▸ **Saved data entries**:
<<<<

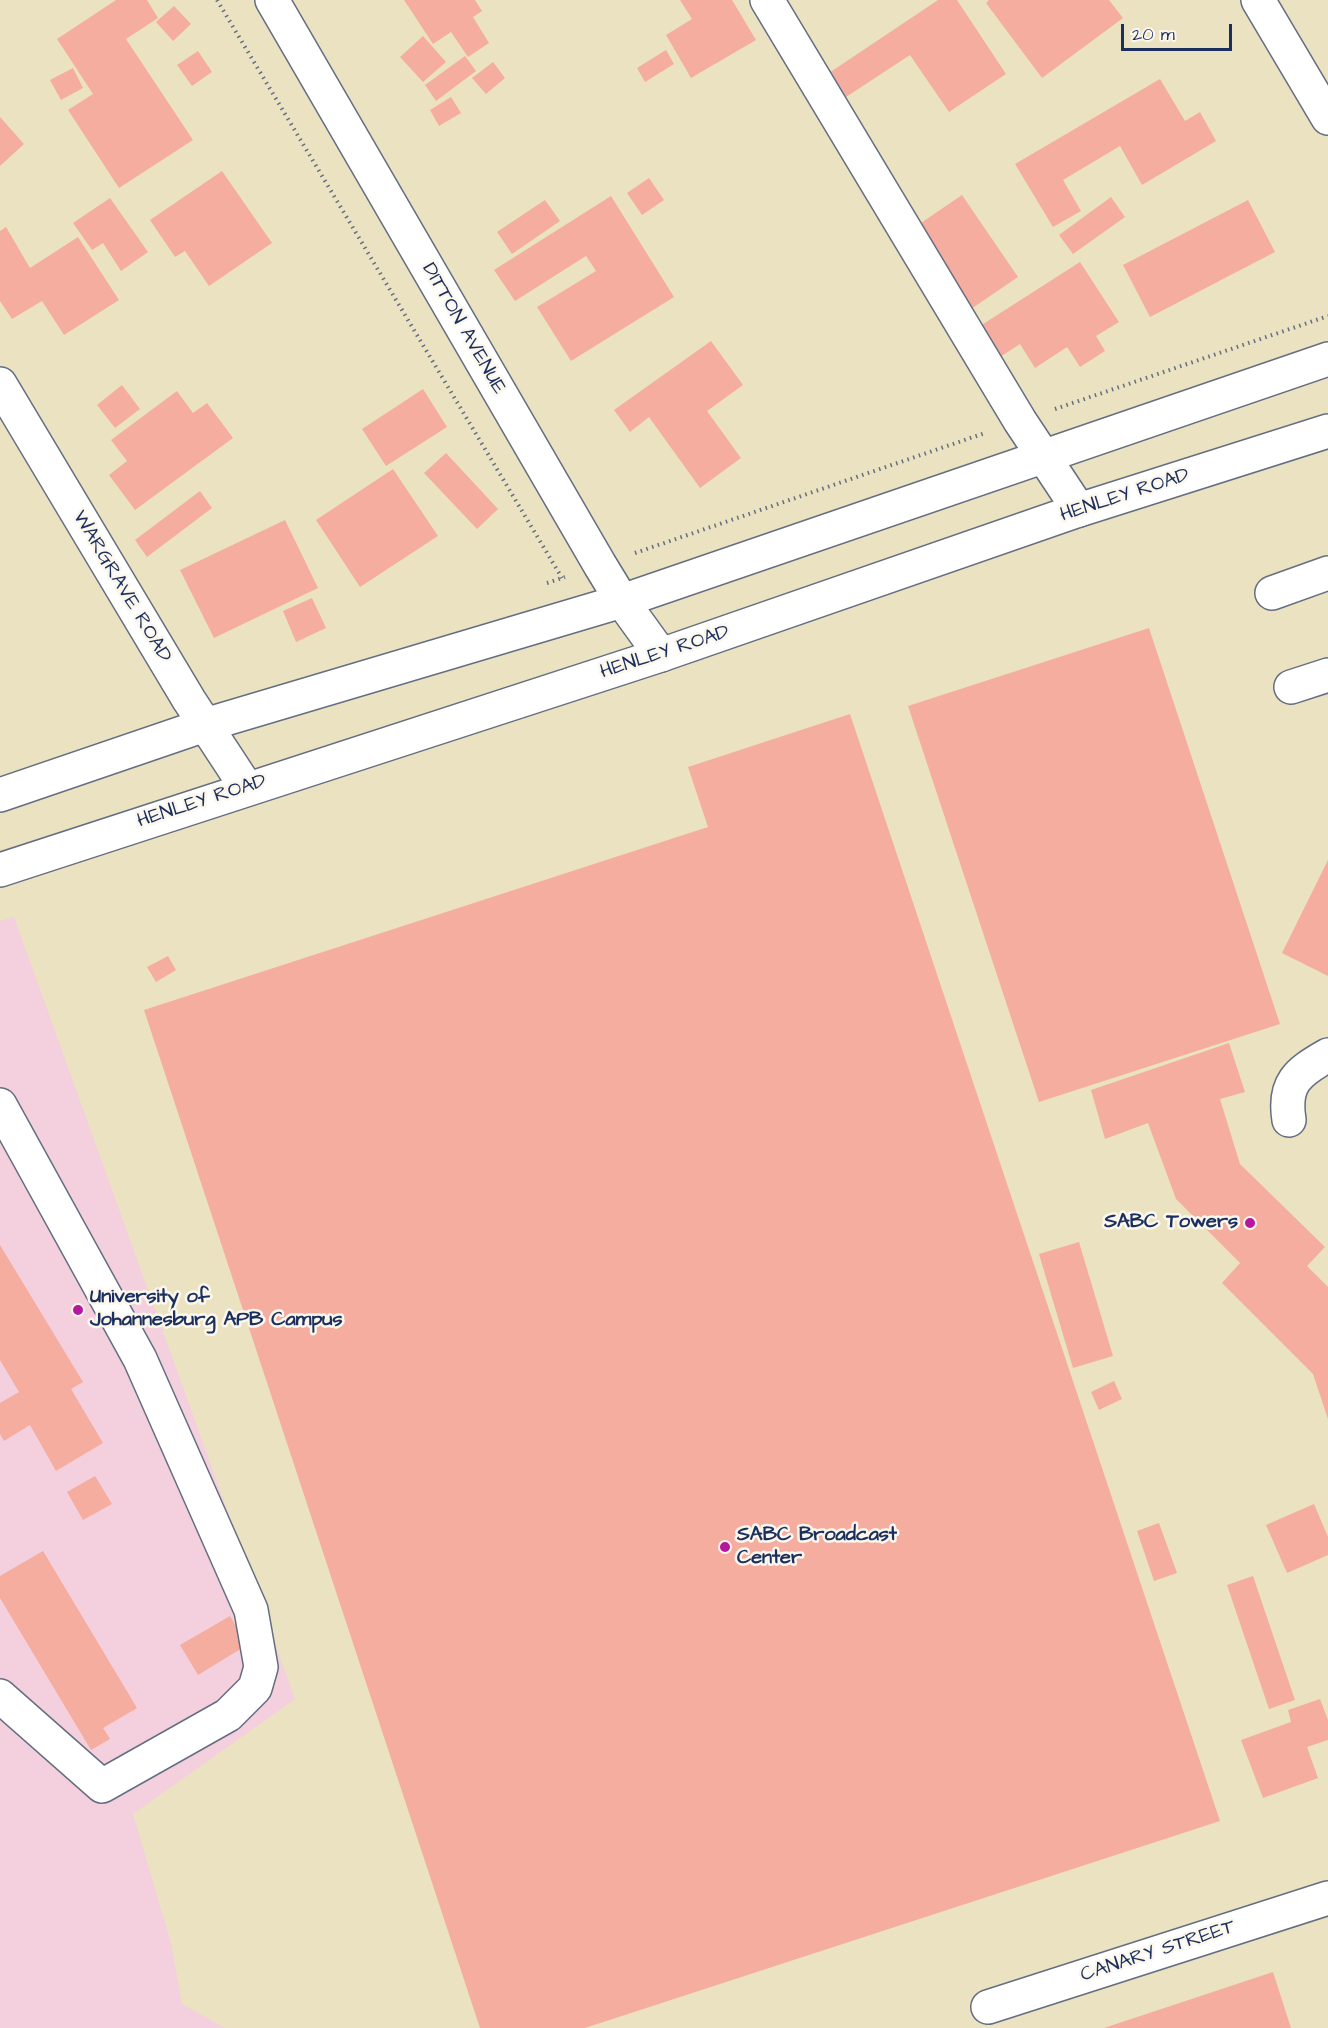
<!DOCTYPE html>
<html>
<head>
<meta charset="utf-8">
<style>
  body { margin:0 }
  #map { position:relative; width:1328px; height:2028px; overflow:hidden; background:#ebe2c1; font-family:"Architects Daughter",sans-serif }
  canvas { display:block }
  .scale { position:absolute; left:1121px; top:24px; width:111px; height:27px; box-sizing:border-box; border:3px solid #1b2f5e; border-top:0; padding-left:8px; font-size:18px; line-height:21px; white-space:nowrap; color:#1b2f5e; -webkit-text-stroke:4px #fbf7ec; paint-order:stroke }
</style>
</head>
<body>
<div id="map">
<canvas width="1328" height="2028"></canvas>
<div class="scale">20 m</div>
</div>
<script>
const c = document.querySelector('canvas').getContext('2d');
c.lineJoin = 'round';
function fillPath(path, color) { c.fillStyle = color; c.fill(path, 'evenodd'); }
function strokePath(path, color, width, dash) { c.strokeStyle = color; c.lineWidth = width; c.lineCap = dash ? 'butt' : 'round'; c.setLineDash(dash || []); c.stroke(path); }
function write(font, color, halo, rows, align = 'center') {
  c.font = font + ' "Architects Daughter",sans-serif'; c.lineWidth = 5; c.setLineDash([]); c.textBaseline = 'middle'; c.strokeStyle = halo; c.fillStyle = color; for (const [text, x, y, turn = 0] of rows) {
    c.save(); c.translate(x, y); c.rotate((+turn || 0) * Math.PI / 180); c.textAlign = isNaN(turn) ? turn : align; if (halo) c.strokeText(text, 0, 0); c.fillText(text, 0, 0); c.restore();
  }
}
const built = new Path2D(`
  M14,917l281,782 -162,115 38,129 11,61 43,24h-225v-1107z`);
const building = new Path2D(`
  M116,0h31l11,18 -32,21 67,101 -74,48 -51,-78 25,-16 -36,-55z
  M404,0h71l7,11 -9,6 16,26 -21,14 -17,-25 -18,12z
  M680,0h52l24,40 -65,38 -25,-43 26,-16z
  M938,0h19l49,74 -57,38 -39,-57 -67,44 -17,-24z
  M989,0h120l14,18 -81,60 -56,-75z
  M174,6l17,18 -18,17 -17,-19z
  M423,36l23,26 -23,20 -23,-25z
  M666,50l8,14 -29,18 -8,-14z
  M198,51l14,21 -20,14 -15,-21z
  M465,56l11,15 -40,30 -11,-16z
  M493,62l12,16 -19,16 -14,-16z
  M73,68l10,20 -22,12 -11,-20z
  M1160,79l25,42 15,-9 16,29 -74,44 -22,-39 -57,34 18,31 -28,16 -38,-63z
  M451,97l10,16 -22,13 -9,-16z
  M0,117l24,27 -24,22z
  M222,171l50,72 -63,43 -24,-35 -10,6 -25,-37z
  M649,178l15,22 -22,15 -15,-22z
  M962,195l56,82 -47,32 -56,-82z
  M611,196l63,101 -103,64 -34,-54 59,-36 -10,-15 -71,45 -21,-31z
  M1111,197l14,20 -52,37 -14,-19z
  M110,198l38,54 -27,19 -18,-28 -11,7 -19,-27z
  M545,200l15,21 -48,33 -15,-22z
  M1248,200l27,52 -125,65 -27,-52z
  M6,227l24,41 48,-31 41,63 -55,35 -22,-34 -30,18 -12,-18v-70z
  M1080,262l39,60 -23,14 9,15 -25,16 -13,-20 -32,21 -15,-24 -20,13 -20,-31z
  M711,341l32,44 -36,26 34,47 -41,30 -51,-71 -19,15 -16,-22z
  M122,385l18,24 -25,19 -18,-23z
  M423,389l24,38 -61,39 -24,-37z
  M177,391l16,22 14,-10 26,35 -98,72 -26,-35 18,-14 -16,-21z
  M446,453l52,56 -21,20 -53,-56z
  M393,469l45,67 -78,51 -44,-67z
  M200,491l12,17 -65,49 -12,-17z
  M285,520l33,68 -104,50 -34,-68z
  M312,598l14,30 -30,14 -13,-31z
  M1149,628l131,396 -241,78 -131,-396z
  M850,714l370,1107 -635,207h-105l-336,-1018 564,-183 -20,-60z
  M1328,860v116l-46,-23z
  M168,956l8,14 -20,12 -9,-15z
  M1229,1043l16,49 -25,7 20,65 85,83 -18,19 21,21v132l-15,-45 -91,-91 18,-20 -64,-64 -28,-76 -43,16 -14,-49z
  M1079,1242l34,114 -40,12 -34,-114z
  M0,1245l83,137 -12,7 32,54 -47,28 -26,-46 -26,16 -4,-7v-31l19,-11 -19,-32z
  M1114,1381l8,18 -23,11 -8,-18z
  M95,1476l17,28 -29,16 -16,-28z
  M1314,1504l14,33v18l-41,18 -21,-48z
  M1159,1523l18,50 -23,8 -17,-50z
  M43,1551l94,157 -34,20 7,11 -19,11 -91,-152v-22z
  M1253,1576l42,124 -26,9 -42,-124z
  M230,1616l17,29 -49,30 -18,-30z
  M1320,1699l8,21v20l-21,7 11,31 -55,20 -22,-58 50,-18 -3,-12z
  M1273,1972l18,56h-187z`);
const path = new Path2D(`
  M217,0l345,578
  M1055,409l273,-93
  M635,553l350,-120
  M547,583l18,-6`);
const minor = new Path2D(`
  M272,0l328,565 22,36 39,54
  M767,0l253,421 59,89
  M1258,0l70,118
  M0,384l189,316 57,87
  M1272,593l56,-20
  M1291,687l37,-12
  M0,1105l140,254 111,251 10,57 -6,21 -27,27 -126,71 -102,-90
  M1289,1120c-6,-37 9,-48 39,-65
  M988,2007l340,-109`);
const major = new Path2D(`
  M0,795l205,-70 417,-124 706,-242
  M0,870l661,-215 418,-145 249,-79`);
const markers = [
  [1250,1223,6,"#b5179e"],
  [78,1310,6,"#b5179e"],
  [725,1547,6,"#b5179e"]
];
const streetNames = [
  ["DITTON AVENUE",463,329,60],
  ["HENLEY ROAD",1125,496,-18],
  ["WARGRAVE ROAD",121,587,59],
  ["HENLEY ROAD",665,653,-18],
  ["HENLEY ROAD",202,802,-18],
  ["CANARY STREET",1158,1952,-18]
];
const poiNames = [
  ["SABC Towers",1238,1223,"right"],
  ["University of",90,1298],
  ["Johannesburg APB Campus",90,1321],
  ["SABC Broadcast",737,1536],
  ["Center",737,1559]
];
fillPath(built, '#f4cfdd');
fillPath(building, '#f5ad9f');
strokePath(minor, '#646e81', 36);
strokePath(major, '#646e81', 36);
strokePath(path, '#646e81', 4, [1.5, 4.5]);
strokePath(minor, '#fff', 33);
strokePath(major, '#fff', 33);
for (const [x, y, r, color] of markers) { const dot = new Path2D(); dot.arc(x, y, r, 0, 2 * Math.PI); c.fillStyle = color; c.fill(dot); strokePath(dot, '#fbf7ec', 2); }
write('20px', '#1b2f5e', '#fbf7ec', streetNames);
write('bold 20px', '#1b2f5e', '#fbf7ec', poiNames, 'left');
</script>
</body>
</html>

>>>>

If a line of the entries above holds the word "align", count it; report only how many such lines there are.

2